**Aim of the exercise**
All that should be output is the block of lines below from the line with "position:relative; width:1535px; height:575px;" to the line with "width:16px; height:16px; translate:-50%", both included, exactly as written.

**Extracted data**
□ □ □ □ □ □ □

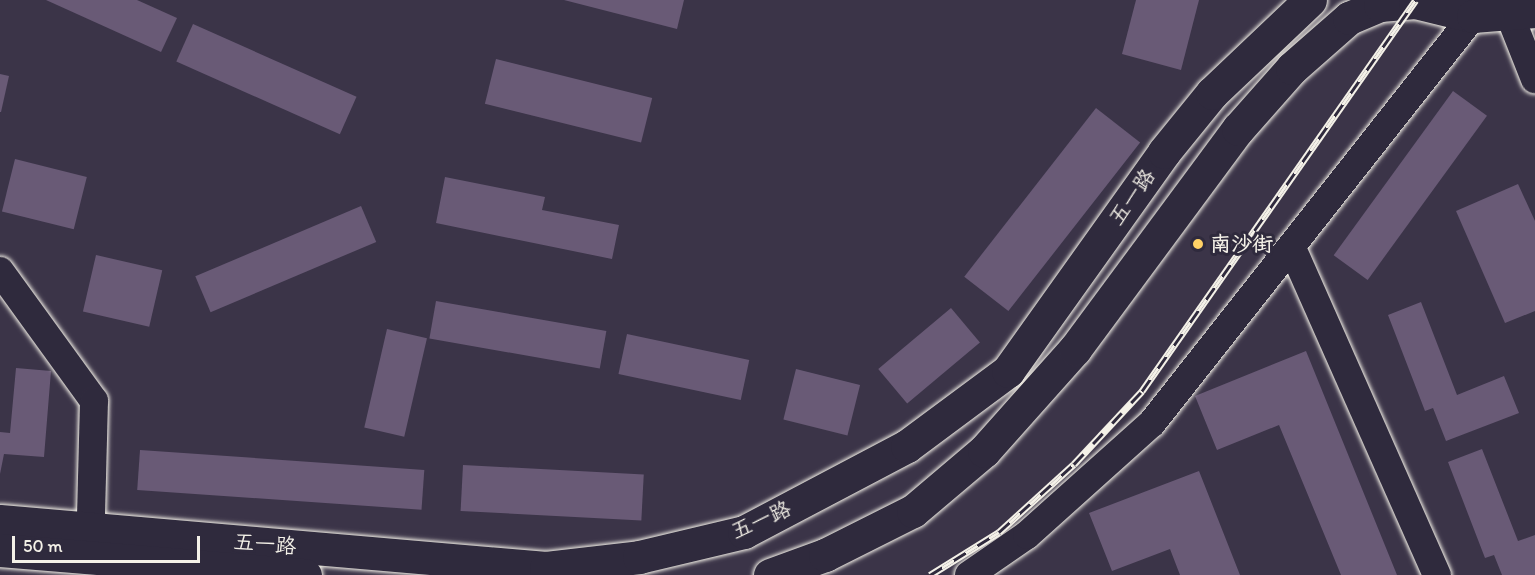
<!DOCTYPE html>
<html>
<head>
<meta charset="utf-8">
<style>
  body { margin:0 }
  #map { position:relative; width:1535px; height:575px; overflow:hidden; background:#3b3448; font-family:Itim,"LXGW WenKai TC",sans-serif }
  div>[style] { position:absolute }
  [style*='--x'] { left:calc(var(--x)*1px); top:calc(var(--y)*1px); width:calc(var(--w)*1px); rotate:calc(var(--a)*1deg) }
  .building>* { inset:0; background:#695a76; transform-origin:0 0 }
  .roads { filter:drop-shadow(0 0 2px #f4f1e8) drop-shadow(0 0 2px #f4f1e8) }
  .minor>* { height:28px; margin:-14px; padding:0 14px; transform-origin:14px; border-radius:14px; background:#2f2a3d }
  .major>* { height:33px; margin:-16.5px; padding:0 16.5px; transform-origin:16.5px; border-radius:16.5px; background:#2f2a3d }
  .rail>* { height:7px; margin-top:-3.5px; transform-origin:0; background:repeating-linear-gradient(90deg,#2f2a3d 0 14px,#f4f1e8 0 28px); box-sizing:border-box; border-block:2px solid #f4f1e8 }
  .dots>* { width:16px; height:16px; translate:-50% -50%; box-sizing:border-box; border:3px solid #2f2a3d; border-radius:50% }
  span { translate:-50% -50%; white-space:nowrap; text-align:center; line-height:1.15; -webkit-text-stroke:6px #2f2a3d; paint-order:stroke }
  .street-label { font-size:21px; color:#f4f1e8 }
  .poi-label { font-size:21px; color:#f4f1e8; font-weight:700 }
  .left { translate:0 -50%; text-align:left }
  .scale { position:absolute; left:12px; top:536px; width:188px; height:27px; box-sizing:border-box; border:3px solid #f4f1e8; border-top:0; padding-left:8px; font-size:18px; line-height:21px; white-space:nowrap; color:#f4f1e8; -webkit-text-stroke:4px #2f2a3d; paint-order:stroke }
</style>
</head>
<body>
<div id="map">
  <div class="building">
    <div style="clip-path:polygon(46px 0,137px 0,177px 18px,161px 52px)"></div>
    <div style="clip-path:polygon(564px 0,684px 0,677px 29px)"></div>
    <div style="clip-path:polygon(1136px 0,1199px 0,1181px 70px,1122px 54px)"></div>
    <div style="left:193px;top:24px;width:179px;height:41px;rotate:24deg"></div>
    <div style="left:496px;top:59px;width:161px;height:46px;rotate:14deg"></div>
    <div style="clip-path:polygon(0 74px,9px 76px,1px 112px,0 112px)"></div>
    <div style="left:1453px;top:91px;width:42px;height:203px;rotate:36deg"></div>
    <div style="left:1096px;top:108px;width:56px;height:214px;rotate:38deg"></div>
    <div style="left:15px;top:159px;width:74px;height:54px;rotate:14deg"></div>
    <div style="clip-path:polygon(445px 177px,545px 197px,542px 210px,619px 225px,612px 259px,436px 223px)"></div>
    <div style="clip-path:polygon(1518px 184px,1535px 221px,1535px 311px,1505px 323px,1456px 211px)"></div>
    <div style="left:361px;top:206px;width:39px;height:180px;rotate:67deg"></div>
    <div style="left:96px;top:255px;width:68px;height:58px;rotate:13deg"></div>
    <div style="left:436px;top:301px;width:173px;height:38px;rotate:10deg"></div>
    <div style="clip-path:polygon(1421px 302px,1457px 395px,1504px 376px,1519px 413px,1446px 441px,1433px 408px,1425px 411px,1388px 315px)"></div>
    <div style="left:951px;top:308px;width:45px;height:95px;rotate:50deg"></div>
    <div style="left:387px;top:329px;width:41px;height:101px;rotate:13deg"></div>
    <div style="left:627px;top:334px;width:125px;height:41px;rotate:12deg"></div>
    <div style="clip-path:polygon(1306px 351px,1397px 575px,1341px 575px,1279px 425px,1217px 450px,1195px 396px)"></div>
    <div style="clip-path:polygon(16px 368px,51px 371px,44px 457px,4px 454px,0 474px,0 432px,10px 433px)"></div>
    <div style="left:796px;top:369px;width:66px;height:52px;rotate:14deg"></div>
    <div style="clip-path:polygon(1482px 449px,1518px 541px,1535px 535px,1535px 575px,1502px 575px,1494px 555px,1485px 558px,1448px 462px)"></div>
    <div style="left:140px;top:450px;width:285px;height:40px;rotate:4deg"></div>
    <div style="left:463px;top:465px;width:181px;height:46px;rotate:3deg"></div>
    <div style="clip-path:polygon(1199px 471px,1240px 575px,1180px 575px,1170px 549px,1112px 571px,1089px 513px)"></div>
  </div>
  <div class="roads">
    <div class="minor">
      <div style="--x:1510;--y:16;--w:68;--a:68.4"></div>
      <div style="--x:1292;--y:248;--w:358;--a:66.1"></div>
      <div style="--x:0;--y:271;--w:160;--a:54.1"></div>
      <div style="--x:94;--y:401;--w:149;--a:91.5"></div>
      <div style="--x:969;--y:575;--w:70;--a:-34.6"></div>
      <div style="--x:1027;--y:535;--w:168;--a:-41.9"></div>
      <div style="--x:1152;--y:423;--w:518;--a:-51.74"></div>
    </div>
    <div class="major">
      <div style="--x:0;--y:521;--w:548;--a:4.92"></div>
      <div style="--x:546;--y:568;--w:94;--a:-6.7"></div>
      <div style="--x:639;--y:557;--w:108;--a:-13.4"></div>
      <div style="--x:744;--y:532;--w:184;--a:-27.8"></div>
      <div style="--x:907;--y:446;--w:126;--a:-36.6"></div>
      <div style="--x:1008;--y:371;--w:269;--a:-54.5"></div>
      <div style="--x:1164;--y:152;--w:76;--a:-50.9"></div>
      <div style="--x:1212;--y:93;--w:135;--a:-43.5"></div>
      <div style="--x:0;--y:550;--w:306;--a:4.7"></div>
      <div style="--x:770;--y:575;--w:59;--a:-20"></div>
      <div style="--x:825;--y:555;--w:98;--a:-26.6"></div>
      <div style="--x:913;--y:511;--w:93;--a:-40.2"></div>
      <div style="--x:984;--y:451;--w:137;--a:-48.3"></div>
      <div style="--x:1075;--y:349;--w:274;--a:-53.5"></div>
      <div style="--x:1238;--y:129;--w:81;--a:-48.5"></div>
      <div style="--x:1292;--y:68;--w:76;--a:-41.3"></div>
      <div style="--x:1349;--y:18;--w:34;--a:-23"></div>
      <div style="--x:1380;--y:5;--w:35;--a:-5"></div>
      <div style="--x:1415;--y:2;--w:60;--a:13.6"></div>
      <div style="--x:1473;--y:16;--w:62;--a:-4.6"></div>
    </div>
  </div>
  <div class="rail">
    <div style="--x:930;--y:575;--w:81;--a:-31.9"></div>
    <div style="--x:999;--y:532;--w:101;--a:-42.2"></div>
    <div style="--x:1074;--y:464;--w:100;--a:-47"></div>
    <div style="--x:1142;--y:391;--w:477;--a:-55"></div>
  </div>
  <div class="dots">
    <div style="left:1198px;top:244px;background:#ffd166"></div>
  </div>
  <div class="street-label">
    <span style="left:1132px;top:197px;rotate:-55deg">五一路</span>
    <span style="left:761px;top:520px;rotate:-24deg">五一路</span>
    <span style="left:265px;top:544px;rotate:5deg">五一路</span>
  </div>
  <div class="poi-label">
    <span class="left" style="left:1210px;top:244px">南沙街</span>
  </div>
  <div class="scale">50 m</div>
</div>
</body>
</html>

□ □ □ □ □ □ □

**Problem solution**
  #map { position:relative; width:1535px; height:575px; overflow:hidden; background:#3b3448; font-family:Itim,"LXGW WenKai TC",sans-serif }
  div>[style] { position:absolute }
  [style*='--x'] { left:calc(var(--x)*1px); top:calc(var(--y)*1px); width:calc(var(--w)*1px); rotate:calc(var(--a)*1deg) }
  .building>* { inset:0; background:#695a76; transform-origin:0 0 }
  .roads { filter:drop-shadow(0 0 2px #f4f1e8) drop-shadow(0 0 2px #f4f1e8) }
  .minor>* { height:28px; margin:-14px; padding:0 14px; transform-origin:14px; border-radius:14px; background:#2f2a3d }
  .major>* { height:33px; margin:-16.5px; padding:0 16.5px; transform-origin:16.5px; border-radius:16.5px; background:#2f2a3d }
  .rail>* { height:7px; margin-top:-3.5px; transform-origin:0; background:repeating-linear-gradient(90deg,#2f2a3d 0 14px,#f4f1e8 0 28px); box-sizing:border-box; border-block:2px solid #f4f1e8 }
  .dots>* { width:16px; height:16px; translate:-50% -50%; box-sizing:border-box; border:3px solid #2f2a3d; border-radius:50% }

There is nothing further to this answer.